Thermal analysis and multi-objective optimization of equal-area microfluidic cooling systems

Microfluidic cooling has demonstrated great potential in addressing the escalating thermal challenges of power electronic systems. However, most current structural designs do not take into account the constraint of a fixed heat transfer area, limiting the practical relevance and comparability of performance evaluations. This study investigates the effects of different microchannel geometries on cooling performance while maintaining a constant heat transfer area. Four distinct microchannel designs were selected to explore how variations in structure impact thermal management efficiency.
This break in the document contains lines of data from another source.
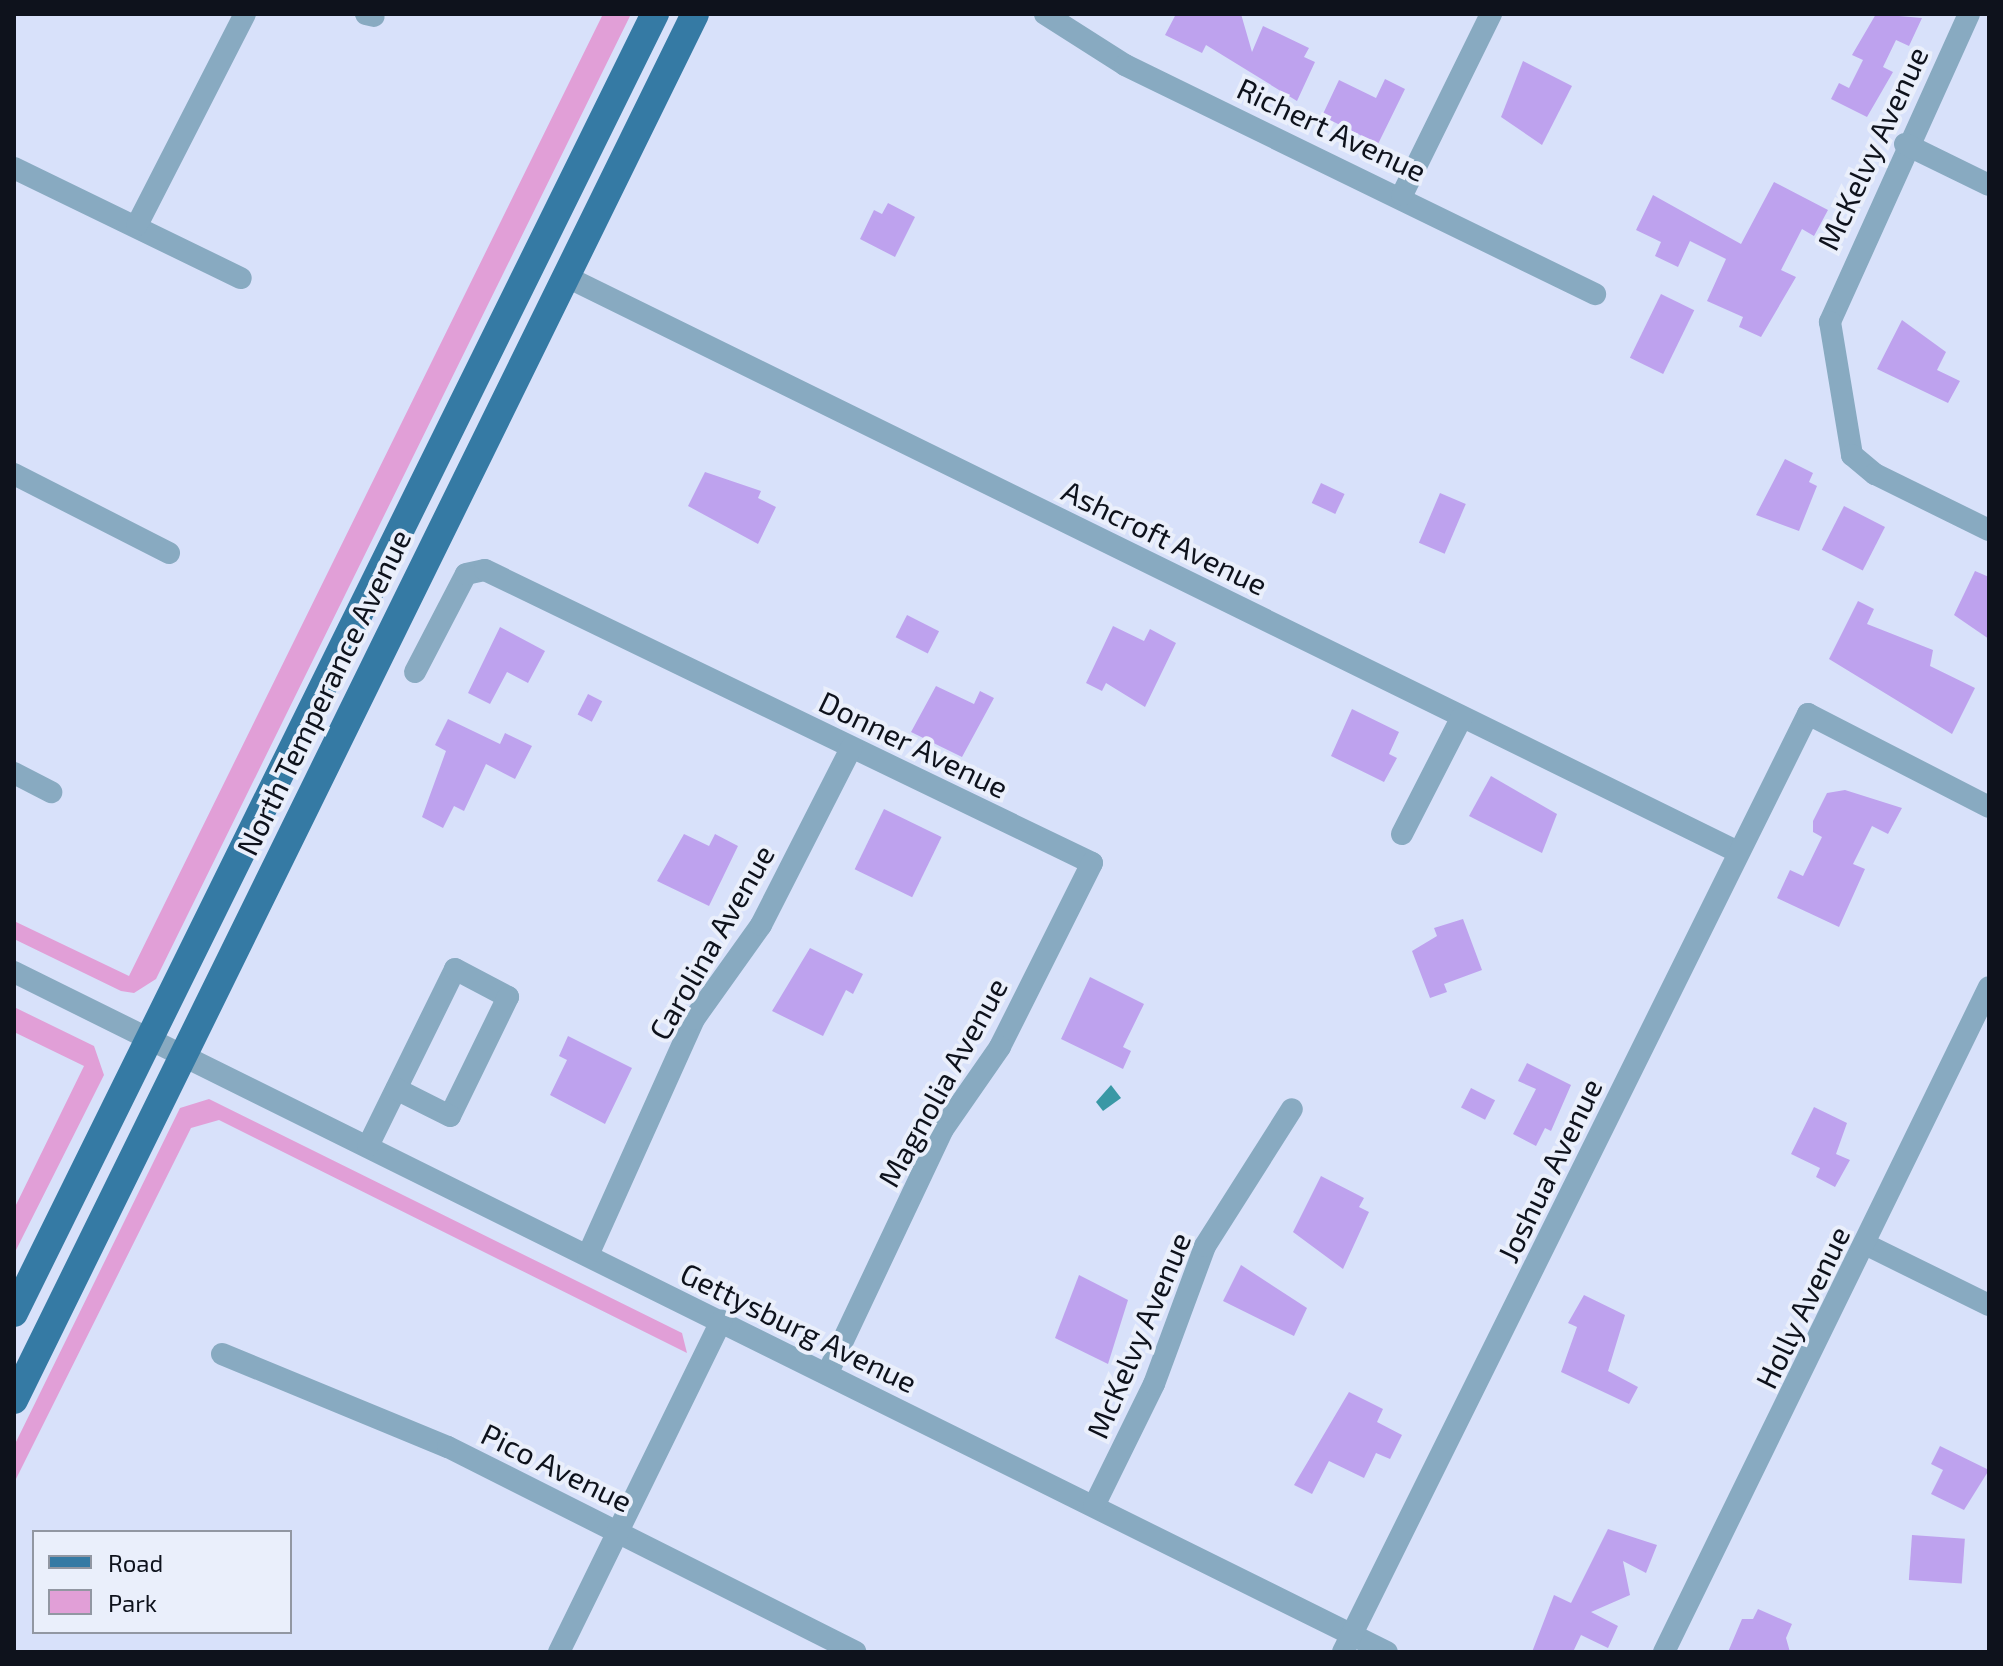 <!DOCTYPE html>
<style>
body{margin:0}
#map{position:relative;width:2003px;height:1666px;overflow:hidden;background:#d8e1fa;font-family:"Exo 2",sans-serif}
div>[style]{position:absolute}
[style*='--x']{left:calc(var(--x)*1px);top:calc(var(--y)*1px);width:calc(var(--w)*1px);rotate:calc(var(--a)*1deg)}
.green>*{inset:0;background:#e19fd7}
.water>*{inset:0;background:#3998a5}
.building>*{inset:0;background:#bea2ee;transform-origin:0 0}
.minor>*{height:22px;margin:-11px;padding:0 11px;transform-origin:11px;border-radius:11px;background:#88aac1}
.major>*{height:28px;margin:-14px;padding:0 14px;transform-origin:14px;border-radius:14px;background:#357aa4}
span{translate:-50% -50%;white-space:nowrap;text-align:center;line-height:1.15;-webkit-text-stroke:8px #eaeffb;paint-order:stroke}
.street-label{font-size:30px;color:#0e121c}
.frame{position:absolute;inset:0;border:16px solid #0e121c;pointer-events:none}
.legend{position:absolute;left:32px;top:1530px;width:260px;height:104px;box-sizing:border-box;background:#eaeffb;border:2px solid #9297a2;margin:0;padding:10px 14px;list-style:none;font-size:24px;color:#0e121c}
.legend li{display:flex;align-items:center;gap:16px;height:40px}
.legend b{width:40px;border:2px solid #9297a2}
</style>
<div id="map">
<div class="green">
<i style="clip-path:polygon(603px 14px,631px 14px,156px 979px,134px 993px,121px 991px,14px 939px,14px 921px,129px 976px)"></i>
<i style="clip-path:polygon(14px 1007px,94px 1046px,104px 1075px,14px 1254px,14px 1209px,84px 1066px,14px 1032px)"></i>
<i style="clip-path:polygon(209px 1099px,682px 1333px,687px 1353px,219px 1120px,191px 1128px,14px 1483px,14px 1446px,180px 1108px)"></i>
</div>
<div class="water">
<i style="clip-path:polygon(1111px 1085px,1121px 1098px,1103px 1111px,1096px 1102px)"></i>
</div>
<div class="building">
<i style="clip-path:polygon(1176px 14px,1241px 14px,1252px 52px,1263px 26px,1309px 48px,1304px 57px,1315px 62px,1297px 101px,1206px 45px,1202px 53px,1165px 35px)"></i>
<i style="clip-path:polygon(1876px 14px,1922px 18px,1909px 46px,1896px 40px,1883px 67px,1893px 72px,1867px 117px,1831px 99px,1839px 83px,1849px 88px,1863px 60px,1852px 55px)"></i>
<i style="clip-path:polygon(1523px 61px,1572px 86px,1542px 145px,1501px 117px)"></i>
<i style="clip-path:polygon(1385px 79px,1405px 89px,1378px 144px,1322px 116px,1339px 80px,1376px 98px)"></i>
<i style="clip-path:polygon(1774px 182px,1828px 210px,1814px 236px,1802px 229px,1781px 270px,1796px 277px,1761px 337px,1739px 327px,1743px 317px,1707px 301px,1726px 259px,1690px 241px,1678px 267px,1655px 256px,1661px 242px,1636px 230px,1653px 195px,1741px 244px)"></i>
<i style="clip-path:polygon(888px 203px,915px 217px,895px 257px,860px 239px,874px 210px,882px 214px)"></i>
<i style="left:1661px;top:294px;width:37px;height:71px;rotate:26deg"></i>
<i style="clip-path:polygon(1902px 320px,1946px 352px,1937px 370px,1960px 381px,1948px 403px,1877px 369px)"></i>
<i style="clip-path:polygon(1785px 459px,1813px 473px,1809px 482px,1817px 486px,1799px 531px,1756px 515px)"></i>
<i style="clip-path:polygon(705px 472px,761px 491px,758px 498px,776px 507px,758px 544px,688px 506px)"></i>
<i style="left:1321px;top:483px;width:26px;height:22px;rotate:25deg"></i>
<i style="left:1440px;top:493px;width:28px;height:54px;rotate:23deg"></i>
<i style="left:1844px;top:506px;width:46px;height:49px;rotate:27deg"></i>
<i style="clip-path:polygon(1975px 571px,1989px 577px,1989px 639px,1954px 615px)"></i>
<i style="clip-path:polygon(1858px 601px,1874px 609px,1867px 624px,1933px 650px,1930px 666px,1975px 688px,1952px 734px,1829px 659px)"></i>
<i style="left:907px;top:615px;width:36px;height:25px;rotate:27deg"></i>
<i style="clip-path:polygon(1113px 626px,1144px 641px,1150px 629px,1176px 643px,1145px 707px,1106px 683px,1102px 691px,1086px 683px)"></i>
<i style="clip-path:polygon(500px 627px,545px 651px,528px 683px,507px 672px,490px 704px,468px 693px)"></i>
<i style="clip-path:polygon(936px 686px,974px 704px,980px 691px,994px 698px,962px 757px,911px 732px)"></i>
<i style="left:588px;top:694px;width:16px;height:23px;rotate:27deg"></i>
<i style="clip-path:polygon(1352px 709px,1399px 732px,1389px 754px,1397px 758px,1384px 782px,1331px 756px)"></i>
<i style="clip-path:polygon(448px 719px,500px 744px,505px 733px,532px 746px,515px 779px,486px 764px,464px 811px,454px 806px,443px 828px,422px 817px,446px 751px,435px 745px)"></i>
<i style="clip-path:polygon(1491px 776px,1557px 814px,1542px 853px,1469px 816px)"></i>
<i style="clip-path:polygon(1845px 790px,1902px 808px,1888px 834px,1872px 826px,1853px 864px,1865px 869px,1839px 927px,1777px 898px,1790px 870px,1803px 876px,1822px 837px,1813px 832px,1813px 821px,1827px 793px)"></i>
<i style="left:884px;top:809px;width:64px;height:67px;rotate:26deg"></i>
<i style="clip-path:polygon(684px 834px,709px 846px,715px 834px,738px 846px,709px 906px,657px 881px)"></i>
<i style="clip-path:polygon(1463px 919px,1482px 970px,1444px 984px,1447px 992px,1430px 998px,1412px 951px,1437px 936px,1434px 928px)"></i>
<i style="clip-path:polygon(810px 948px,863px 974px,853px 994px,846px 990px,823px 1036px,772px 1011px)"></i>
<i style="clip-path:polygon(1090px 977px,1144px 1004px,1123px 1047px,1131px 1051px,1123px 1069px,1061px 1039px)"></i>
<i style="clip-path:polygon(568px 1036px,632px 1068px,605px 1124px,550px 1095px,567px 1060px,559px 1056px)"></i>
<i style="clip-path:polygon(1527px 1063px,1571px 1085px,1551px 1131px,1545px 1128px,1536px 1146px,1513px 1134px,1536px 1089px,1518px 1081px)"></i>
<i style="left:1471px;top:1088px;width:27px;height:22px;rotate:27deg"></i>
<i style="clip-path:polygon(1814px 1107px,1847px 1123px,1836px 1154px,1850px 1160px,1835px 1187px,1816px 1177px,1820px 1168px,1791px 1154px)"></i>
<i style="clip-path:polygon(1321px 1176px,1364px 1198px,1359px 1207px,1369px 1212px,1343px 1269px,1293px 1232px)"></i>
<i style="clip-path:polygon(1241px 1265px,1307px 1308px,1294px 1336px,1223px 1301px)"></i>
<i style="clip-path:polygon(1079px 1275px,1128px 1300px,1108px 1364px,1055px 1338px)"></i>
<i style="clip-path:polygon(1584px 1295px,1625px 1315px,1608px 1371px,1638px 1387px,1629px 1404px,1561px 1372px,1577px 1327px,1568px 1323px)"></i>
<i style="clip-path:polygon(1349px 1392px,1383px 1409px,1377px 1422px,1402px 1435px,1390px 1459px,1376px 1453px,1364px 1478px,1329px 1461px,1312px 1494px,1294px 1485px)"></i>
<i style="clip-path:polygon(1940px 1446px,1989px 1470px,1964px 1510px,1931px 1494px,1943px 1470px,1931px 1464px)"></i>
<i style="clip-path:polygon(1608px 1529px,1657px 1545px,1646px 1573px,1623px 1561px,1630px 1595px,1591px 1612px,1618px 1626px,1608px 1648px,1581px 1635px,1573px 1652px,1532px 1652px,1554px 1595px,1571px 1603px)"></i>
<i style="left:1912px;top:1535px;width:53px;height:45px;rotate:4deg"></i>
<i style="clip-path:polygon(1758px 1609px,1792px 1624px,1786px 1638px,1790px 1652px,1728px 1652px,1742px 1619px,1753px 1619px)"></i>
</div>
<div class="minor">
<i style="--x:366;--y:14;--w:8;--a:14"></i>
<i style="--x:1045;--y:14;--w:95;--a:32.5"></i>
<i style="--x:1125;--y:65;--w:523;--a:25.98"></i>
<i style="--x:1969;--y:14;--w:338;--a:114.3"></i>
<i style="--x:1830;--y:322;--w:135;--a:80.6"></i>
<i style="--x:1852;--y:455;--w:30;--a:40"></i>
<i style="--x:1875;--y:474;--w:127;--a:26.2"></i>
<i style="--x:1905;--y:144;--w:93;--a:26"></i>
<i style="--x:14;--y:168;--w:252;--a:25.9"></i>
<i style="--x:1402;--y:195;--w:202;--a:-63.8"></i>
<i style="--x:137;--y:225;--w:237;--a:-62.9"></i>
<i style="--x:565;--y:276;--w:1307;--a:26.15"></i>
<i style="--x:14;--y:474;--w:174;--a:27"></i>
<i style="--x:415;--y:672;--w:110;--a:-62.5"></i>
<i style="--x:466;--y:574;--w:19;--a:-12"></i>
<i style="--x:485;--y:570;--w:674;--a:25.77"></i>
<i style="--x:1092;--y:863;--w:206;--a:116.6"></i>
<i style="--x:1000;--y:1047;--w:100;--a:124.8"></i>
<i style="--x:943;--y:1129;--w:271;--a:115.3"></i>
<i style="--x:14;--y:773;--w:42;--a:27.2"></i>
<i style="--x:1402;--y:834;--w:131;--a:-62.9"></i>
<i style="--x:14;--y:972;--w:1532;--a:26.35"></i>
<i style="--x:368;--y:1146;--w:197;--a:-63.8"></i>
<i style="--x:455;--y:969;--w:60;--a:27.8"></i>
<i style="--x:508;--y:997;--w:132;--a:116"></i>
<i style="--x:450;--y:1116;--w:60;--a:-153.4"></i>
<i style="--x:1867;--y:1245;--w:136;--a:26.2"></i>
<i style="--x:588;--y:1255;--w:259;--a:-65.8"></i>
<i style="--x:694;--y:1019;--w:115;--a:-54.5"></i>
<i style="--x:761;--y:925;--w:199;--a:-63"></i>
<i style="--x:222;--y:1354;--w:244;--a:22.4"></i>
<i style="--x:448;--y:1447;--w:456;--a:26.7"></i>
<i style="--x:1094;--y:1506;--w:136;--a:-63.8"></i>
<i style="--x:1154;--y:1384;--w:147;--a:-69.7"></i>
<i style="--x:1205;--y:1246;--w:162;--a:-57.6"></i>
<i style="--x:559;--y:1652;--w:369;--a:-63.9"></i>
<i style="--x:1343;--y:1652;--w:1047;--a:-63.63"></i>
<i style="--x:1808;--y:714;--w:203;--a:27.2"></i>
<i style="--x:1664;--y:1652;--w:740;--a:-63.95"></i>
</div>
<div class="major">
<i style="--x:14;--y:1313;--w:1449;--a:-63.74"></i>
<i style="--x:14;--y:1400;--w:1544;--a:-63.83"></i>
</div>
<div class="street-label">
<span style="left:1332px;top:129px;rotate:25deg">Richert Avenue</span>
<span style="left:1872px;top:148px;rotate:-65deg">McKelvy Avenue</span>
<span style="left:1165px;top:537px;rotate:26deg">Ashcroft Avenue</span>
<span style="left:323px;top:692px;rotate:-64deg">North Temperance Avenue</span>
<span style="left:914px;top:744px;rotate:26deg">Donner Avenue</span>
<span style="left:711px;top:942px;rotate:-60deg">Carolina Avenue</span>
<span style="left:942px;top:1082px;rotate:-61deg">Magnolia Avenue</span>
<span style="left:1549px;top:1170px;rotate:-64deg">Joshua Avenue</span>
<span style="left:1802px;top:1307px;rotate:-64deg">Holly Avenue</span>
<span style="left:799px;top:1327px;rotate:26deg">Gettysburg Avenue</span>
<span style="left:1138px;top:1335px;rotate:-67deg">McKelvy Avenue</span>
<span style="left:557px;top:1467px;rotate:26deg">Pico Avenue</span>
</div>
<div class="frame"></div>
<ul class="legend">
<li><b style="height:10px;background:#357aa4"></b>Road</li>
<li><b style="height:22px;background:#e19fd7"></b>Park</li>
</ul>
</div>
Computational Fluid Dynamics (CFD) simulations were conducted to evaluate temperature distribution, pressure drop, Nusselt number, and thermal resistance as functions of flow velocity, and the performance evaluation criterion (PEC) was applied to comprehensively assess the overall performance of each design. The testing results showed that zigzag microchannels reduced convective thermal resistance by up to 10 % compared to the straight design. The double-period zigzag structure achieved the highest PEC. CFD simulations demonstrated good agreement with experimental data, with a maximum deviation of 3 %, validating the model's accuracy. Moreover, An orthogonal experimental design combined with a multi-objective optimization algorithm was applied to minimize both the average heat source temperature and pressure drop. The optimization achieved a 14.4 % reduction in pressure drop for the through-flow channels (MC[sbnd]C) and a 24.8 % reduction for the double-period zigzag channels (MC-D). The solution set offers flexibility in design selection based on specific priorities. This research provides a practical approach to microchannel design, offering insights that can inform thermal management strategies for high heat flux density chips.